Italian Baby Names: Popularity and trends

February 12, 2015 Linda Rosenkrantz

By Romina Angeleri

Italian baby names often have layered meanings and a lot of romance, which makes them a great choice no matter what your nationality. At the same time – and for much the same reasons – searching for a good Italian name can be tricky. Names that sound perfectly fine to American ears may not be real options in Italy, if, for example, they might sound old-fashioned or carry strong regional connotations. Take Teodora: here’s a great-sounding, but also ancient-sounding name that virtually no one in Italy has chosen for decades. Or Calogero – a once-popular name that has been out of fashion for quite a while.

While finding a popular name can be tricky, the biggest challenge is in the spelling. Unlike in the States, alternative spellings are usually regarded as simply mistakes rather than unique or creative choices – so you have to be careful if you want the real thing! On many websites, you will find Giovanny, Adrianna, or Luka listed as Italian baby names, though in Italy they would be perceived as bizarre deviations from the correct spelling – Giovanni, Adriana, and Luca.

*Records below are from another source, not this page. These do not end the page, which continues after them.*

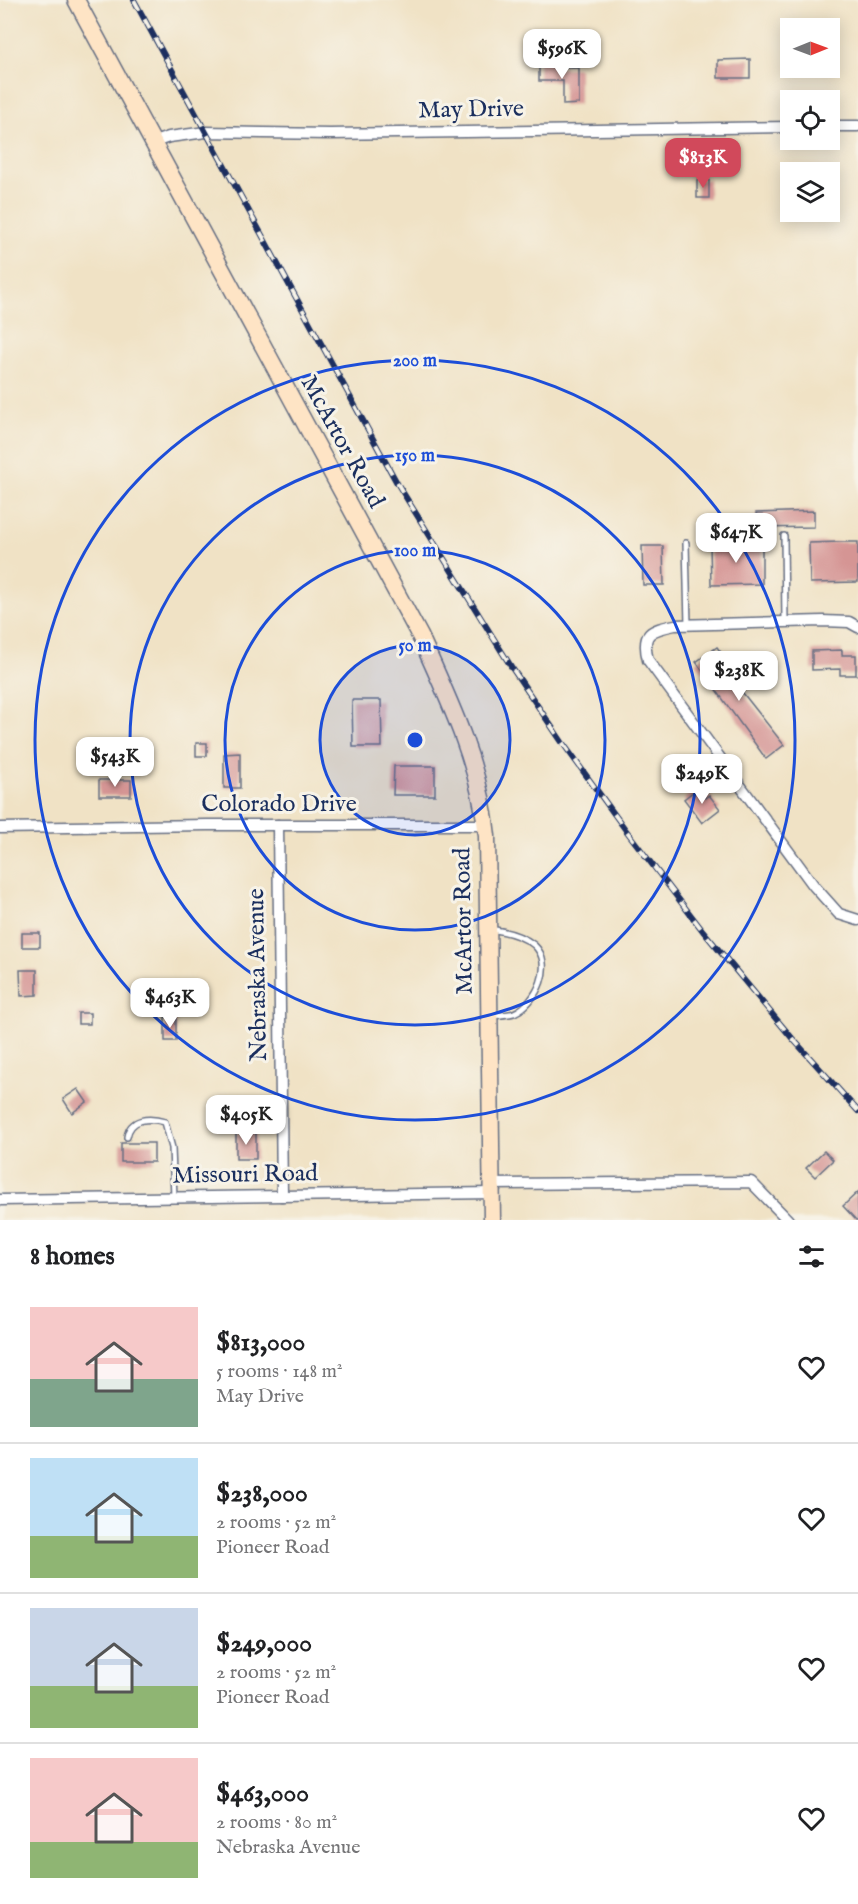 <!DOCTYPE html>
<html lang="en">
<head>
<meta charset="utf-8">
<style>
	:root { --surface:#fff; --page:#f2f2f2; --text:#202124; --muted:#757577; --line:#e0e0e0; --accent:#d1495b }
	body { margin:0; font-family:"IM FELL English",serif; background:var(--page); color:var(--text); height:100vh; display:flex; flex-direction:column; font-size:22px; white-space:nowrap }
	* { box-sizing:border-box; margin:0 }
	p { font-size:20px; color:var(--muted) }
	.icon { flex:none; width:33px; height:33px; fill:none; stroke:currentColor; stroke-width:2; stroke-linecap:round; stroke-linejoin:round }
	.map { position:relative; height:1220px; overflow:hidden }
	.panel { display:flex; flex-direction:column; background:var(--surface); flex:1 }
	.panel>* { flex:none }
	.needle { width:39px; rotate:89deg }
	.buttons { position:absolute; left:780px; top:18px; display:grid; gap:12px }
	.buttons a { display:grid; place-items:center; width:60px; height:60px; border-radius:0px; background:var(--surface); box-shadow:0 3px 15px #0003; font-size:30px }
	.price { position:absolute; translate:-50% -51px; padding:0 14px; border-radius:12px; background:#fff; color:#222; font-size:20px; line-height:39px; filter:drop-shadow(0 2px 3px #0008) }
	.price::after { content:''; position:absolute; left:50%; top:36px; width:18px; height:14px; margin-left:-9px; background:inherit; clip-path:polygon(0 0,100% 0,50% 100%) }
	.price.on { background:var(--accent); color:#fff }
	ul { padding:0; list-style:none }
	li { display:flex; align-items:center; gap:18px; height:150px; padding:0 30px }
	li+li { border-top:2px solid var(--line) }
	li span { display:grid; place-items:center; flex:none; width:168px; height:120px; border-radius:0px; color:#555 }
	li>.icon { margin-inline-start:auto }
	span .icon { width:72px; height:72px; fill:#fffc; stroke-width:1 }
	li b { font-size:26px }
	h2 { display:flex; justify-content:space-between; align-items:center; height:72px; padding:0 30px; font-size:26px }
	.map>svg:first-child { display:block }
	.building { fill:#d59594 }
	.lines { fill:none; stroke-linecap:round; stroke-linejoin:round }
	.lane-casing { stroke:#666e82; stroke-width:8 }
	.street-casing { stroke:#666e82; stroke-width:13 }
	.secondary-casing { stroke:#666e82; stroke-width:19 }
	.lane { stroke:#fff; stroke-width:5 }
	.street { stroke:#fff; stroke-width:10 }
	.secondary { stroke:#fee4c5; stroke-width:16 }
	.rail-casing { stroke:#1b2f5e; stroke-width:6 }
	.rail { stroke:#f7f3e8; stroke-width:4; stroke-dasharray:11; stroke-linecap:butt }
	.ring { fill:none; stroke:#1d4ed8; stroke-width:3 }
	.labels { text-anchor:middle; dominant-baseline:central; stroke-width:6; stroke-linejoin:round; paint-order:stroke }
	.street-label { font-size:24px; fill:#1b2f5e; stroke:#f7f3e8 }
	.centre { fill:#1d4ed8; stroke:#f7f3e8; stroke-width:3 }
	.ring-label { font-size:18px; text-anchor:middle; font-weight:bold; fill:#1d4ed8; stroke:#f7f3e8; stroke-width:6; stroke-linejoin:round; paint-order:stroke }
</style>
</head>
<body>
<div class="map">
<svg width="858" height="1220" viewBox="0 0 858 1220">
	<rect width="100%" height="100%" fill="#f7f3e8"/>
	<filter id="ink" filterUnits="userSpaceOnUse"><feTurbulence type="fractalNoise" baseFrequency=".0167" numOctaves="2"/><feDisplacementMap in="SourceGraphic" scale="12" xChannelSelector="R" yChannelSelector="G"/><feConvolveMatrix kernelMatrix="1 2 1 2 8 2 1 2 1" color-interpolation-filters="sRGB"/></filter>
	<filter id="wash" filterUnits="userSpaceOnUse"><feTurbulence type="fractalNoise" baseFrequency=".008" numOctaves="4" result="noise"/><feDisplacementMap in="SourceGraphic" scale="24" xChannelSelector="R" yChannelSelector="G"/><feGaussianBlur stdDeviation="1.35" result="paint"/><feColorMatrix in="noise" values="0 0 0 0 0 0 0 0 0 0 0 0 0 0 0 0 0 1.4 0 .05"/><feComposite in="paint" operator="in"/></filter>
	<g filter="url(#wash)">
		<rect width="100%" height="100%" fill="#f0e2c5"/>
		<g id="blocks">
			<g class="building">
				<path d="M750,59v19h-32v-18z"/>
				<path d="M539,60h18v8h22v36l-16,1v-24h-24z"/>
				<rect x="697" y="180" width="12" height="18"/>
				<path d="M814,511v16l-57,1 -1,-15z"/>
				<path d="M840,542h18v40l-48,1 -1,-40z"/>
				<path d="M762,544v40l-51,1 -1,-40z"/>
				<path d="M642,546h21l1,39h-21z"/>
				<path d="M717,647l23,32 -5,4 49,62 -18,14 -70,-97z"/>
				<path d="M842,650v5h14v20h-16v-6l-28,1v-19z"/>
				<path d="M352,700h29l1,47h-29z"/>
				<rect x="196" y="743" width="11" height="13"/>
				<path d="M240,753v35h-16v-34z"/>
				<path d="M394,766h41v29h-42z"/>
				<rect x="99" y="780" width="32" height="16"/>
				<path d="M698,788l7,10 4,-3 11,14 -18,14 -18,-24z"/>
				<rect x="22" y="933" width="18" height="14"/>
				<path d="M20,970h17v25l-16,1z"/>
				<rect x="78" y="1013" width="12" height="11"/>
				<rect x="165" y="1017" width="11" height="24"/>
				<path d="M78,1089l9,13 -15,11 -9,-14z"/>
				<rect x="236" y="1133" width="20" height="26"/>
				<rect x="121" y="1143" width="33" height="19"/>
				<path d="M824,1151l9,9 -18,17 -9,-9z"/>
				<path d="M858,1192v28h-2l-13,-14z"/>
			</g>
		</g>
	</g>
	<g filter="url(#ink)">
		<use href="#blocks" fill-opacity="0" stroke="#666e82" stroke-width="1.5"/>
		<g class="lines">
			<defs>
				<g id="lane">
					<path d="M784,536l1,86"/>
					<path d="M686,543l2,82"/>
					<path d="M489,929c15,2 33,6 45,16 21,19 3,58 -20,68 -6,2 -16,2 -23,3"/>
					<path d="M127,1137c3,-19 22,-20 38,-15l7,26 2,49"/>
				</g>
				<g id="street">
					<path d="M830,126h28"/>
					<path d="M154,142l15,-5 37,-5 124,2 460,-7"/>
					<path d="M858,627l-9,-5 -26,-1 -148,4c-25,5 -34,8 -27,35l166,226 25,28 19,6"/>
					<path d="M278,825l4,371"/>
					<path d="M0,828l207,-3h279"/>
					<path d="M491,1184l260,-2 37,38"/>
					<path d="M0,1200l492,-7"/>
				</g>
				<path id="secondary" d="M76,0l344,636c29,64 60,128 67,200l5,384"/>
			</defs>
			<use href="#lane" class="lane-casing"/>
			<use href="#street" class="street-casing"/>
			<use href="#secondary" class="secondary-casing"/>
			<use href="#lane" class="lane"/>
			<use href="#street" class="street"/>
			<use href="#secondary" class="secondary"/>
			<defs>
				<path id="rail" d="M134,0l263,483 115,185 50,74 63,87 78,102 89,107 66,73"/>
			</defs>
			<use href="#rail" class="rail-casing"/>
			<use href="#rail" class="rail"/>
		</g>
	</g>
	<circle cx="415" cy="740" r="95" fill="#1d4ed8" fill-opacity=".12"/>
	<g class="ring">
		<circle cx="415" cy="740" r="95"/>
		<circle cx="415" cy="740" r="190"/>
		<circle cx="415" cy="740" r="285"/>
		<circle cx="415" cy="740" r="380"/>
	</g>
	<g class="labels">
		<g class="street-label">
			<text transform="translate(471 110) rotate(-1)">May Drive</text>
			<text transform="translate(342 442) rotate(61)">McArtor Road</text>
			<text x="279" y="804">Colorado Drive</text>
			<text transform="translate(464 921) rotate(-91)">McArtor Road</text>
			<text transform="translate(258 975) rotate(-91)">Nebraska Avenue</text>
			<text transform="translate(245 1175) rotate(-1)">Missouri Road</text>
		</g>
	</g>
	<circle cx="415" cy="740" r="9" class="centre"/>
	<g class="ring-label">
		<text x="415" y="366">200 m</text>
		<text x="415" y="461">150 m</text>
		<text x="415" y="556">100 m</text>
		<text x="415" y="651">50 m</text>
	</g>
</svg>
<div class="buttons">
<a><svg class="needle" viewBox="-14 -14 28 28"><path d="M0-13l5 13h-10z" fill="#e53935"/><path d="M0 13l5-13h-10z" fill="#757577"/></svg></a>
<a><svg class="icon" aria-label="locate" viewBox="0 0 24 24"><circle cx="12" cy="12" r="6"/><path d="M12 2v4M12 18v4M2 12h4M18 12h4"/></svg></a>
<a><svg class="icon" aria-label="layers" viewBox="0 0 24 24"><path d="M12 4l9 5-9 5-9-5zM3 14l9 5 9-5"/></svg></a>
</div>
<b class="price" style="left:562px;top:80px">$596K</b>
<b class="price on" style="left:703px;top:189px">$813K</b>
<b class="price" style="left:736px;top:564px">$647K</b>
<b class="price" style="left:739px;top:702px">$238K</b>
<b class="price" style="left:115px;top:788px">$543K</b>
<b class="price" style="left:702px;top:805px">$249K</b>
<b class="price" style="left:170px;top:1029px">$463K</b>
<b class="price" style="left:246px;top:1146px">$405K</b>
</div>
<section class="panel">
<h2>8 homes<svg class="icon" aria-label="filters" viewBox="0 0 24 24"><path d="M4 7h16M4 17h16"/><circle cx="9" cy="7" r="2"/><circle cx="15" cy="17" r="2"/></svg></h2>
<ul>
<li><span style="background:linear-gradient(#f6c9c9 60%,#7fa58c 0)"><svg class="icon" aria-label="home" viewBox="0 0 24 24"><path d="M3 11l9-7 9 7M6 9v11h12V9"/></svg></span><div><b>$813,000</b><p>5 rooms · 148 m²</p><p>May Drive</p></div><svg class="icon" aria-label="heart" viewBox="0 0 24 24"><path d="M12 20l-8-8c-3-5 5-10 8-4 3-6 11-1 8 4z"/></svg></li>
<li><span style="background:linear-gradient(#bfe0f5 65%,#8fb573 0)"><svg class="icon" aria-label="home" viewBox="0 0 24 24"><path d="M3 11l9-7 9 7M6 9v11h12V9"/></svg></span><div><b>$238,000</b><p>2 rooms · 52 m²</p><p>Pioneer Road</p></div><svg class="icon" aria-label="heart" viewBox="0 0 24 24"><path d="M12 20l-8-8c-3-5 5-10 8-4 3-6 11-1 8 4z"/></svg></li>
<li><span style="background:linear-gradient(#c9d6e8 65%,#8fb573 0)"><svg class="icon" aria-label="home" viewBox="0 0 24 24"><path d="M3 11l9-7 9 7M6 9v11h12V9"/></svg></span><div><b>$249,000</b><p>2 rooms · 52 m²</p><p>Pioneer Road</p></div><svg class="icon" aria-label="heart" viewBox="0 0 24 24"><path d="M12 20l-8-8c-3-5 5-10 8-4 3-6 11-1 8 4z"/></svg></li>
<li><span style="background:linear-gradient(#f6c9c9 70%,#8fb573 0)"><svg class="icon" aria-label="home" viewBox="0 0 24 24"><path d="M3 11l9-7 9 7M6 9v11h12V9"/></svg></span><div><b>$463,000</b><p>2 rooms · 80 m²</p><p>Nebraska Avenue</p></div><svg class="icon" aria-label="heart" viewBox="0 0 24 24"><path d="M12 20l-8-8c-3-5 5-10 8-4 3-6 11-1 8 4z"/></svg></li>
</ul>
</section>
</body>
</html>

A good place to start searching for Italian baby names would be the annual report of the Italian National Institute for Statistics (Istat), which unfortunately is only published in Italian. But don’t despair – here’s a summary to find out what’s hot on the shores of the Mediterranean!

The most popular name for boys in 2013 was Francesco, a solid traditional name that has been leading the list since 2001. Sofia is the winner for girls, and has been at the top for four years running. Following Francesco, the three most popular baby boy names are Alessandro, Andrea, and Lorenzo; for girls, Sofia is followed by Giulia, Aurora, and Emma. Below is the list of the Top 50 baby names in Italy as of 2013. Among popular baby names, classic names still dominate the charts – especially for boys. However, note that some of the boy names in the Top 50 (marked by an asterisk in the list) are distinctly foreign-sounding to Italian speakers.


1.   Sofia

2.   Giulia

3.   Aurora

4.   Emma

5.   Giorgia

6.   Martina

7.   Chiara

8.   Sara

9.   Alice

10.    Gaia

11.    Greta

12.    Francesca

13.    Anna

14.    Ginevra

15.    Alessia

16.    Viola

17.    Noemi

18.    Matilde

19.    Vittoria

20.    Beatrice

21.    Elisa

22.    Giada

23.    Nicole

24.    Elena

25.    Arianna

26.    Rebecca

27.    Marta

28.    Melissa

29.    Maria

30.    Ludovica

31.    Camilla

32.    Asia

33.    Bianca

34.    Mia

35.    Serena

36.    Eleonora

37.    Benedetta

38.    Miriam

39.    Ilaria

40.    Angelica

41.    Adele

42.    Carlotta

43.    Irene

44.    Alessandra

45.    Caterina

46.    Valentina

47.    Margherita

48.    Federica

49.    Anita

50.    Laura


1.   Francesco

2.   Alessandro

3.   Andrea

4.   Lorenzo

5.   Mattia

6.   Matteo

7.   Gabriele

8.   Leonardo

9.   Riccardo

10.  Tommaso

11.  Davide

12.  Giuseppe

13.  Antonio

14.  Federico

15.  Marco

16.  Samuele

17.  Luca

18.  Giovanni

19.  Pietro

20.  Diego

21.  Simone

22.  Edoardo

23.  Christian*

24.  Nicolò

25.  Filippo

26.  Alessio

27.  Emanuele

28.  Michele

29.  Gabriel*

30.  Daniele

31.  Jacopo

32.  Cristian*

33.  Giacomo

34.  Salvatore

35.  Vincenzo

36.  Manuel*

37.  Thomas*

38.  Stefano

39.  Giulio

40.  Nicola

41.  Gioele

42.  Luigi

43.  Daniel*

44.  Giorgio

45.  Samuel*

46.  Elia

47.  Angelo

48.  Domenico

49.  Paolo

50.  Mario

* foreign-sounding

So what do you think? Aren’t they gorgeous?

Buona scelta!

Romina is a lecturer in the psychology department of the University of New Mexico in Albuquerque, having moved there from Turin, Italy last January.